(Collected data entries)
========================================
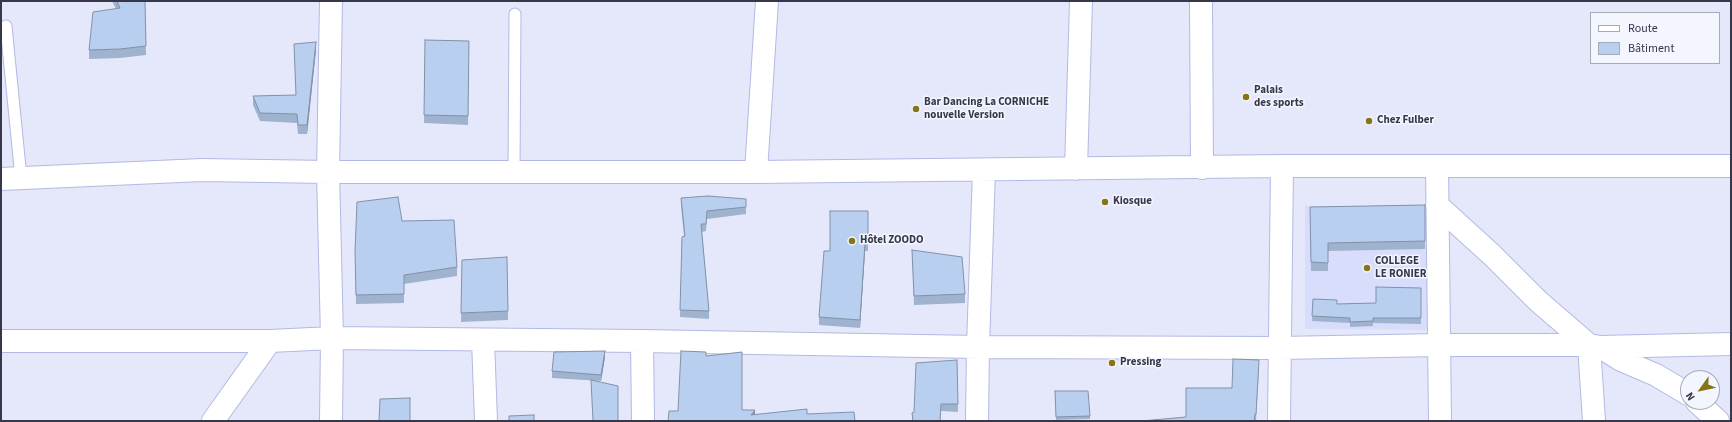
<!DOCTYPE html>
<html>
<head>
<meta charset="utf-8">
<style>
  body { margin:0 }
  #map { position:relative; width:1732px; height:422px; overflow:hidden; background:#e5e8fa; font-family:"Source Sans 3",sans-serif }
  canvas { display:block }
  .frame { position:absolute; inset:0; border:2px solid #36384a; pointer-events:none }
  .legend { position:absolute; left:1590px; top:12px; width:130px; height:52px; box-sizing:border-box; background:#f4f6ff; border:1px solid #a8aab7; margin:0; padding:5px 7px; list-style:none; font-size:12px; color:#36384a }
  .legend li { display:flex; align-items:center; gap:8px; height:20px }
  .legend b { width:20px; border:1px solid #a8aab7 }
  .north { position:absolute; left:1680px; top:370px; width:40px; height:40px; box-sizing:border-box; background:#f4f6ff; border:1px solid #a8aab7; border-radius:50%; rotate:237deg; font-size:11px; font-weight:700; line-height:16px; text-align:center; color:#36384a }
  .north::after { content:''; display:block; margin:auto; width:14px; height:18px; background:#857518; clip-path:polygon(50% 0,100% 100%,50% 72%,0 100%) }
</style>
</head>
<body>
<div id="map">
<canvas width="1732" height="422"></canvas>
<div class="frame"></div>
<ul class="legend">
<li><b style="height:5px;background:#fff"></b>Route</li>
<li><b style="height:11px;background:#b9cff0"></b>Bâtiment</li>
</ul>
<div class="north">N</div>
</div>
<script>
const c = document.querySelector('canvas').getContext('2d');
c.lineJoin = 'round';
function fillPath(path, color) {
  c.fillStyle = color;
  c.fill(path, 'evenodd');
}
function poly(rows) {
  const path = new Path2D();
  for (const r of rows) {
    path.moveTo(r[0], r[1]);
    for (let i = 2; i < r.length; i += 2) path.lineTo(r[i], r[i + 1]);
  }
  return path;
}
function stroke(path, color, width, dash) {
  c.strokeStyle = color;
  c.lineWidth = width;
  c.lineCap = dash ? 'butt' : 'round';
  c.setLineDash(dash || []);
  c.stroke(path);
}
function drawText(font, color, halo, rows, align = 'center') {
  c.font = font + ' "Source Sans 3",sans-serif';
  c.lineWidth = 3;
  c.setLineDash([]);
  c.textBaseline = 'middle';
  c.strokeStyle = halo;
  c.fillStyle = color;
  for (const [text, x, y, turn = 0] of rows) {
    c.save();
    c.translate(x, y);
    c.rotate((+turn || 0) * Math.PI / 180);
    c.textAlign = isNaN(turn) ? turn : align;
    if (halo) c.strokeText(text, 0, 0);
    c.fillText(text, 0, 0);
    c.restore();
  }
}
fillPath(poly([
  [1305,206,1430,207,1429,330,1305,329]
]), '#d8ddfc');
const lane = poly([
  [6,26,21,178],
  [514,172,515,14]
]);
const street = poly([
  [331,1,328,172,332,338,331,421],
  [1201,1,1202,168],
  [1437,166,1440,421],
  [1076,169,1081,1],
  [756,172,767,1],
  [1,179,202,170,328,172,756,172,1282,166,1731,166],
  [1437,205,1492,255,1538,301,1589,345,1600,347,1621,360,1656,375,1688,394],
  [483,340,486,421],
  [1,341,270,341,332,338,642,341,978,347,1280,348,1439,345,1589,345,1594,421],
  [642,341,643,421],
  [1600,347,1731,344],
  [1697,402,1718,421],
  [213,421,270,341],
  [977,421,978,347,984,170],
  [1279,421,1282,166]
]);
stroke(lane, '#b3b9e4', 13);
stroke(street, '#b3b9e4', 24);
stroke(lane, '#fff', 11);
stroke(street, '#fff', 22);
fillPath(poly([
  [112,1,145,1,146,55,120,58,89,59,89,50,116,9],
  [425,40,469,41,468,125,424,123],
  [294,44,316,50,307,134,298,134,297,123,260,121,253,105,253,96,296,95],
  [681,198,746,199,746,214,707,219,706,231,702,232,709,311,709,319,680,317,682,237,684,236,681,205],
  [1425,205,1425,249,1328,251,1328,271,1311,271,1310,207],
  [868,211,868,251,865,251,860,328,819,325,819,317,830,251],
  [402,221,457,267,457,276,404,284,404,303,356,304,355,251],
  [912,250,965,294,965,303,914,305],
  [462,260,508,311,508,320,461,322],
  [1421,288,1421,324,1373,323,1373,326,1350,327,1350,323,1312,321,1313,299,1337,304,1376,303],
  [605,357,601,381,552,378,552,371],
  [957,360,958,412,941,411,940,421,912,421,912,413,914,412],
  [1259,367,1256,421,1141,421,1186,417,1232,388],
  [1055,391,1090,416,1090,419,1056,420]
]), '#9fb2ce');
fillPath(poly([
  [316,42,316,50,307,134,307,125],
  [865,243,865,251,860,328,860,320],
  [605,351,605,357,601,381,601,375],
  [755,410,755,418,751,415]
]), '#8291a8');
const building = poly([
  [117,1,145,1,146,46,120,49,89,50,93,12,120,8,117,1],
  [425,40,469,41,468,116,424,115,425,40],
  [316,42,307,125,298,125,297,114,260,113,253,96,296,95,294,44,316,42],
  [708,196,746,199,746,207,707,211,706,224,701,224,709,311,680,310,682,237,685,236,681,198,708,196],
  [398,197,402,221,454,220,457,267,404,275,404,294,356,295,355,251,357,202,398,197],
  [1425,205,1425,241,1328,243,1328,263,1311,262,1310,207,1425,205],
  [830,211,868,211,868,243,865,243,860,320,819,317,824,251,830,251,830,211],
  [912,250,962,257,965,294,914,296,912,250],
  [507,257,508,311,461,313,462,260,507,257],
  [1376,287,1421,288,1421,318,1373,318,1373,321,1350,322,1350,318,1312,316,1313,299,1337,300,1337,304,1376,303,1376,287],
  [605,351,601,375,552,371,554,352,605,351],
  [681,351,706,352,706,356,742,352,742,410,755,410,751,415,807,409,807,414,854,412,855,421,668,421,669,411,678,411,681,351],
  [1233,359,1259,360,1256,414,1255,414,1254,421,1141,421,1186,417,1186,388,1232,388,1233,359],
  [957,360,958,404,941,404,940,421,913,421,912,413,914,412,916,363,957,360],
  [591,380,618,386,618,421,593,421,591,380],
  [1055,391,1088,391,1090,416,1056,417,1055,391],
  [410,398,410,421,379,421,380,399,410,398],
  [534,415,534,421,509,421,509,416,534,415]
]);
fillPath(building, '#b9cff0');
stroke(building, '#8291a8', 1);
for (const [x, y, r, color] of [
  [1246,97,4,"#857518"],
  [916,109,4,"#857518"],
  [1369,121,4,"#857518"],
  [1105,202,4,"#857518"],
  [852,241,4,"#857518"],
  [1367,268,4,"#857518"],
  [1112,363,4,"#857518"]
]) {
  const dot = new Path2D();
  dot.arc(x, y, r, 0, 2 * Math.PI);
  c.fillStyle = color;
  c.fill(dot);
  stroke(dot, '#f4f6ff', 1.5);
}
drawText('bold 11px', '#36384a', '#f4f6ff', [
  ["Palais",1254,91],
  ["des sports",1254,104],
  ["Bar Dancing La CORNICHE",924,103],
  ["nouvelle Version",924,116],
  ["Chez Fulber",1377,121],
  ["Kiosque",1113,202],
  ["Hôtel ZOODO",860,241],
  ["COLLEGE",1375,262],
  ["LE RONIER",1375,275],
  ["Pressing",1120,363]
], 'left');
</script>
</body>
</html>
========================================
• YOUR GOAL: Every line above that contains the word "Math" should be reported.

• OUTPUT:
    c.rotate((+turn || 0) * Math.PI / 180);
  dot.arc(x, y, r, 0, 2 * Math.PI);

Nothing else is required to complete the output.